Thanks [Paul] for the tip.

29 thoughts on “Arduino Video isn’t Quite 4K

    1. An optical mouse only has a very short focus but there are advantages to that for some things. I was thinking of a fixed gantry CNC something (stacked axis) and using DC motors and an inverted mouse under the work envelope for feedback.

  1. It’s amazing what you can do with no computing power at all. This thing could optically recognize power outlets by shape, size and color, etc. No on board computer, only analog transistor circuits, photocells, lenses and optical masks.

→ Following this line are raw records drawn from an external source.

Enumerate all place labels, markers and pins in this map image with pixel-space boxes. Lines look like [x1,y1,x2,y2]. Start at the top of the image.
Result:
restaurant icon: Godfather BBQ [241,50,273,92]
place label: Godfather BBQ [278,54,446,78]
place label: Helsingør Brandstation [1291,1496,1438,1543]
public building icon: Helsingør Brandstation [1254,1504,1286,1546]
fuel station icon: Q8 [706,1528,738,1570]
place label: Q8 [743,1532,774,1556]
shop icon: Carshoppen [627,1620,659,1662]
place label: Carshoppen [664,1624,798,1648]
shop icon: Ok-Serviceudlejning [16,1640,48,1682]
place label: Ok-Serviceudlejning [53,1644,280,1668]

      1. If you call “to determine by mathematical methods” computing, then yes. But this thing has no instruction set, no RAM, no commands. It’s not a computer in the modern sense. If this counts as a computer then so does any circuit with inputs and outputs.

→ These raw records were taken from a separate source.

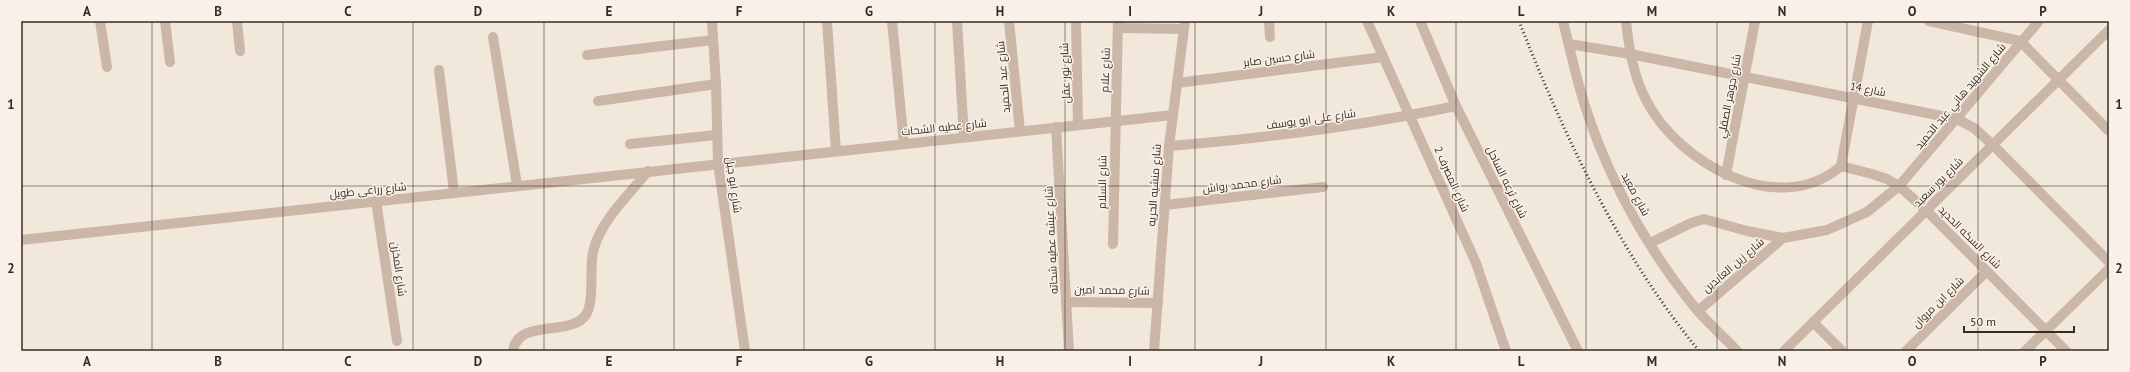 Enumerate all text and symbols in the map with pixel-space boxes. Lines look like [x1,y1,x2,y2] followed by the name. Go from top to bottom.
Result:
[83,3,91,20] text: A
[214,3,222,20] text: B
[344,3,352,20] text: C
[474,3,482,20] text: D
[606,3,613,20] text: E
[736,3,743,20] text: F
[865,3,873,20] text: G
[996,3,1004,20] text: H
[1128,3,1132,20] text: I
[1258,3,1263,20] text: J
[1387,3,1395,20] text: K
[1518,3,1525,20] text: L
[1647,3,1657,20] text: M
[1778,3,1786,20] text: N
[1908,3,1917,20] text: O
[2039,3,2047,20] text: P
[993,40,1014,113] street label: شارع عبد الحميد
[1911,40,2010,153] street label: شارع الشهيد هاني عبد الحميد
[1057,42,1074,104] street label: شارع نور عقل
[1097,47,1114,93] street label: شارع علام
[1241,47,1316,70] street label: شارع حسين صابر
[1714,53,1746,140] street label: شارع جوهر الصقلي
[1849,79,1887,100] street label: شارع 14
[7,96,15,113] text: 1
[2115,96,2123,113] text: 1
[1265,106,1357,133] street label: شارع على ابو يوسف
[901,116,987,139] street label: شارع عطيه الشحات
[1144,143,1165,227] street label: شارع منشيه الحريه
[1430,144,1473,214] street label: شارع المصرف 2
[1483,144,1531,221] street label: شارع ترعه الساحل
[1910,154,1966,210] street label: شارع بور سعيد
[1095,155,1110,209] street label: شارع السلام
[722,156,745,214] street label: شارع ابو جبل
[1618,170,1653,219] street label: شارع معبد
[1202,172,1282,197] street label: شارع محمد رواش
[329,179,407,202] street label: شارع زراعى طويل
[1041,186,1062,294] street label: شارع عيشه عطيه شحاته
[1935,203,2004,272] street label: شارع السكه الحديد
[1699,234,1767,296] street label: شارع زين العابدين
[387,241,410,297] street label: شارع المخزن
[7,260,15,277] text: 2
[2115,260,2123,277] text: 2
[1909,273,1967,331] street label: شارع ابن مروان
[1074,282,1150,299] street label: شارع محمد امين
[1964,308,2074,334] scale bar
[1970,314,1996,329] text: 50 m
[83,353,91,370] text: A
[214,353,222,370] text: B
[344,353,352,370] text: C
[474,353,482,370] text: D
[606,353,613,370] text: E
[736,353,743,370] text: F
[865,353,873,370] text: G
[996,353,1004,370] text: H
[1128,353,1132,370] text: I
[1258,353,1263,370] text: J
[1387,353,1395,370] text: K
[1518,353,1525,370] text: L
[1647,353,1657,370] text: M
[1778,353,1786,370] text: N
[1908,353,1917,370] text: O
[2039,353,2047,370] text: P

        The analogue computers of the past were programmable, even if that meant moving parts around. They were versatile, like modern computers. This isn’t that, this has (far as I know) specific dedicated circuits for it’s tasks. So there’s no useful way of calling it a computer. It’s no more a computer than a thermostat is, or a 1970s television.

    1. Quote: “Robot arm uses sg90 servos and the camera is an ADNS-2610 mouse senor with a lens from an old dash cam, all controlled by an Arduino Nano. Robot searches for marbles then reaches down when it ‘sees’ one. optical mouse sensor gives 16×16 image at about 3 frames per second”

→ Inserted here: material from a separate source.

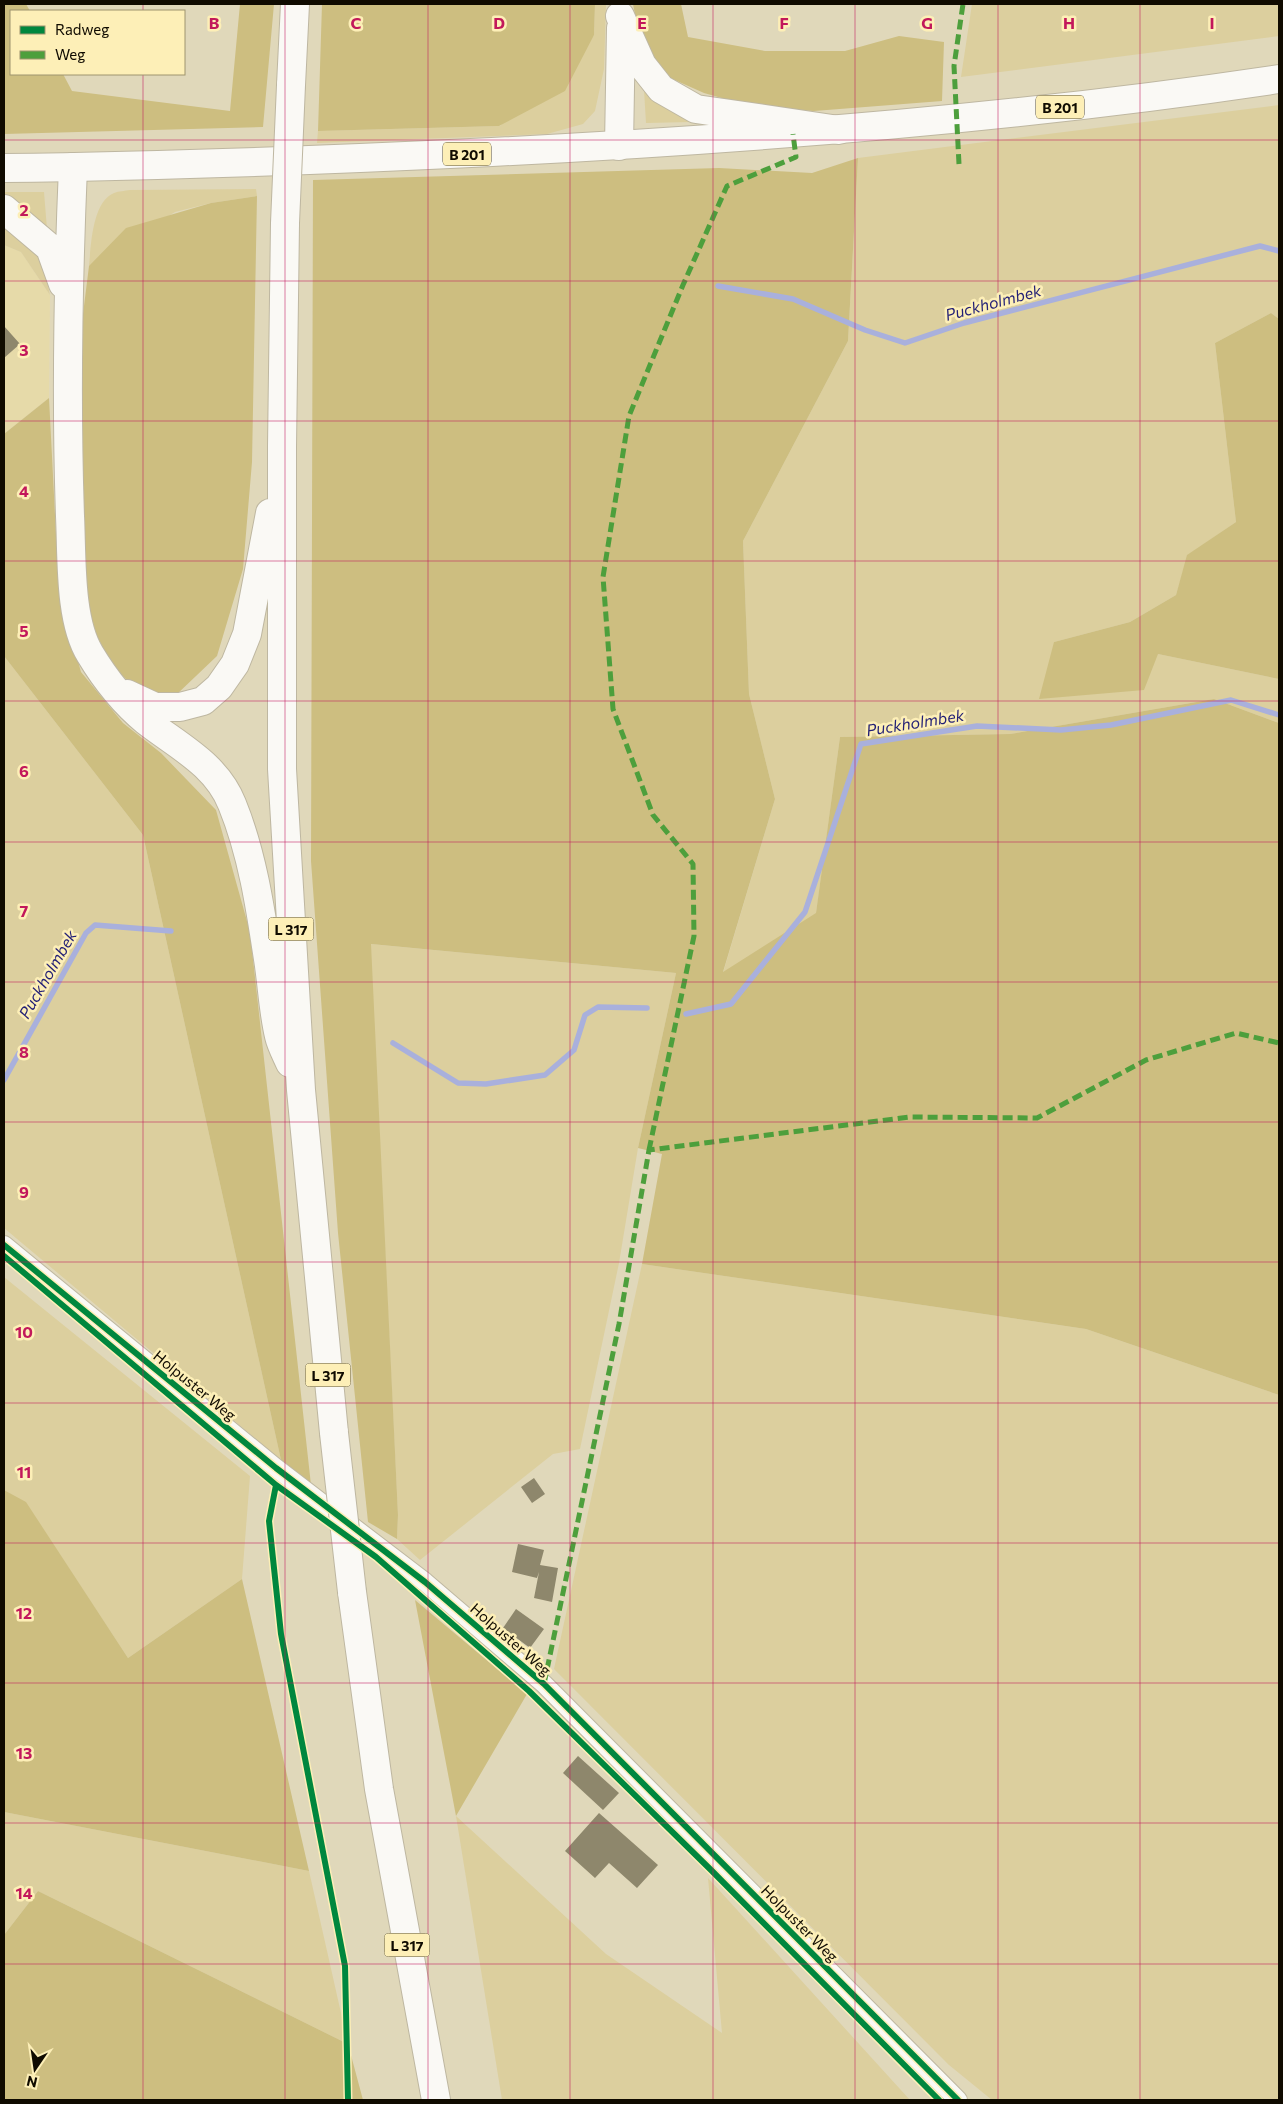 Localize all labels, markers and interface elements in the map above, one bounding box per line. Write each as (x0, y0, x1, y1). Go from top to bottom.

      Just moving my mouse, it seems that it updates about 10 times a second.
      I might go play with some mouses.

      1. Standard polling rate for a mouse is 125Hz. Gaming mouses can easily do 500-1000Hz polling rates with proprietary drivers.

        When polling for the movement data, a mouse chip will usually apply the optical flow algorithms internally, and spit out only movement data. This is faster then reading the whole image. To read the optical raw image, it will take longer, ant it is not the normal operation for a mouse sensor. Reading the image is more like a debug mode.

  2. This is interesting, I was wondering today what the minimum cost/complexity solution would be to using an ESP8266 as some form of motion detecting security camera. The 7 pixel camera probably isn’t it, but those sensors are interesting.

    I’ve noticed there are a few replacement CCD modules for old Sony 5 megapixel cameras on ebay, going for around $5 too.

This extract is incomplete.